WHAT YOU SHOULD DO. Starting at the first line of the entries below, output every line exactly, up to and including the line with "Task: Describe the".

EXTRACTED DATA.
□ □ □ □ □ □ □
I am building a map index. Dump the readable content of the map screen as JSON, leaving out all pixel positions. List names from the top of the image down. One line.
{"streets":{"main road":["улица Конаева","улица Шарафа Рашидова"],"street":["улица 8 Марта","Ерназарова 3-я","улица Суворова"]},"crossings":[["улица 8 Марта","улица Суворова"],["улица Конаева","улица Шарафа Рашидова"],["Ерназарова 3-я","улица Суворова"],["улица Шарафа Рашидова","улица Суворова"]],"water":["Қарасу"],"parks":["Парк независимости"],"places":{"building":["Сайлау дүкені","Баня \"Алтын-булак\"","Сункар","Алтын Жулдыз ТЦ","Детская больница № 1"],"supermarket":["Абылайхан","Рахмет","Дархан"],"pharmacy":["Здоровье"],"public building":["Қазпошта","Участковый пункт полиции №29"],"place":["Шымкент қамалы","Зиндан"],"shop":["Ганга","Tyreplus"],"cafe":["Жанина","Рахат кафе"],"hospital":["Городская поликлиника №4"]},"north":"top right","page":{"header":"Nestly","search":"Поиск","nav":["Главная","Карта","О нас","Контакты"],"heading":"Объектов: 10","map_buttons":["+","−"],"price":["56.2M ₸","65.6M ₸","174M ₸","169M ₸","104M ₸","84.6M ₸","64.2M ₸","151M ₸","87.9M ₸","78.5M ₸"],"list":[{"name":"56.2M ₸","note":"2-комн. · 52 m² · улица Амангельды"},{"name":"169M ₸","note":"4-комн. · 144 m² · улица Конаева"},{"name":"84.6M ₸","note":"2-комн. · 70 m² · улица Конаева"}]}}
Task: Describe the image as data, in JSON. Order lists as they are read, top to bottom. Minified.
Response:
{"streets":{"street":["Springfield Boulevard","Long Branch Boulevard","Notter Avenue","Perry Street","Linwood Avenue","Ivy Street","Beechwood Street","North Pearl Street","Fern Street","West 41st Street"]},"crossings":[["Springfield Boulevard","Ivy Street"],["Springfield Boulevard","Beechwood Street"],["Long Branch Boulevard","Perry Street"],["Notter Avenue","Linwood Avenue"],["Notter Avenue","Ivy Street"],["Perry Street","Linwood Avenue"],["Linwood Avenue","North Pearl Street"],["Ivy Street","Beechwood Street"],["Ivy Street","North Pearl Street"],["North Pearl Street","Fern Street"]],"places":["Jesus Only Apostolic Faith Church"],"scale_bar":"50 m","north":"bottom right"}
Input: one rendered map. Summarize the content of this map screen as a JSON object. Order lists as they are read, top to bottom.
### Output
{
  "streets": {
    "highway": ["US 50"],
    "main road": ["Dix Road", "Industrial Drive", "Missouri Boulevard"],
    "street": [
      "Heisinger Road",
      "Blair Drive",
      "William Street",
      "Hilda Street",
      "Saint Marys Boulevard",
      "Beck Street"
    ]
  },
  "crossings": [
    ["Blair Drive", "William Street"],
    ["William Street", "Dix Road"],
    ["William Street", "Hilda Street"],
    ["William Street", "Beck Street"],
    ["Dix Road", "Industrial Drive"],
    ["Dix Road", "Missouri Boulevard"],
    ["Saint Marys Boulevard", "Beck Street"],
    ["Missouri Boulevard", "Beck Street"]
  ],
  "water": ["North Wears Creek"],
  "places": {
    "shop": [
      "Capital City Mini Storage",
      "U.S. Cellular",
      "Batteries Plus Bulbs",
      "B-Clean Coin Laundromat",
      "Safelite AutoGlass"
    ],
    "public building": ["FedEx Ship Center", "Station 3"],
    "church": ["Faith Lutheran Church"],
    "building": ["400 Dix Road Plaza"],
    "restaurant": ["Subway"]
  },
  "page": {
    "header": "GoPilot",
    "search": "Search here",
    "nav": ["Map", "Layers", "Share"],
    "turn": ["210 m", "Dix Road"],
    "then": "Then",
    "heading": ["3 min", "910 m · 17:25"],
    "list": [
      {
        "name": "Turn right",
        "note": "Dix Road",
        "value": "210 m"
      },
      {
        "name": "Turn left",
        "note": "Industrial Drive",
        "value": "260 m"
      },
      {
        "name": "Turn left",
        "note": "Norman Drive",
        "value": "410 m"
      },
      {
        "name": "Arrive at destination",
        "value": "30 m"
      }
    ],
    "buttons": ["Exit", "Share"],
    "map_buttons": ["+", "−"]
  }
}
□ □ □ □ □ □ □
SOLVED EXERCISE.
I am building a map index. Dump the readable content of the map screen as JSON, leaving out all pixel positions. List names from the top of the image down. One line.
{"streets":{"main road":["улица Конаева","улица Шарафа Рашидова"],"street":["улица 8 Марта","Ерназарова 3-я","улица Суворова"]},"crossings":[["улица 8 Марта","улица Суворова"],["улица Конаева","улица Шарафа Рашидова"],["Ерназарова 3-я","улица Суворова"],["улица Шарафа Рашидова","улица Суворова"]],"water":["Қарасу"],"parks":["Парк независимости"],"places":{"building":["Сайлау дүкені","Баня \"Алтын-булак\"","Сункар","Алтын Жулдыз ТЦ","Детская больница № 1"],"supermarket":["Абылайхан","Рахмет","Дархан"],"pharmacy":["Здоровье"],"public building":["Қазпошта","Участковый пункт полиции №29"],"place":["Шымкент қамалы","Зиндан"],"shop":["Ганга","Tyreplus"],"cafe":["Жанина","Рахат кафе"],"hospital":["Городская поликлиника №4"]},"north":"top right","page":{"header":"Nestly","search":"Поиск","nav":["Главная","Карта","О нас","Контакты"],"heading":"Объектов: 10","map_buttons":["+","−"],"price":["56.2M ₸","65.6M ₸","174M ₸","169M ₸","104M ₸","84.6M ₸","64.2M ₸","151M ₸","87.9M ₸","78.5M ₸"],"list":[{"name":"56.2M ₸","note":"2-комн. · 52 m² · улица Амангельды"},{"name":"169M ₸","note":"4-комн. · 144 m² · улица Конаева"},{"name":"84.6M ₸","note":"2-комн. · 70 m² · улица Конаева"}]}}
Task: Describe the image as data, in JSON. Order lists as they are read, top to bottom. Minified.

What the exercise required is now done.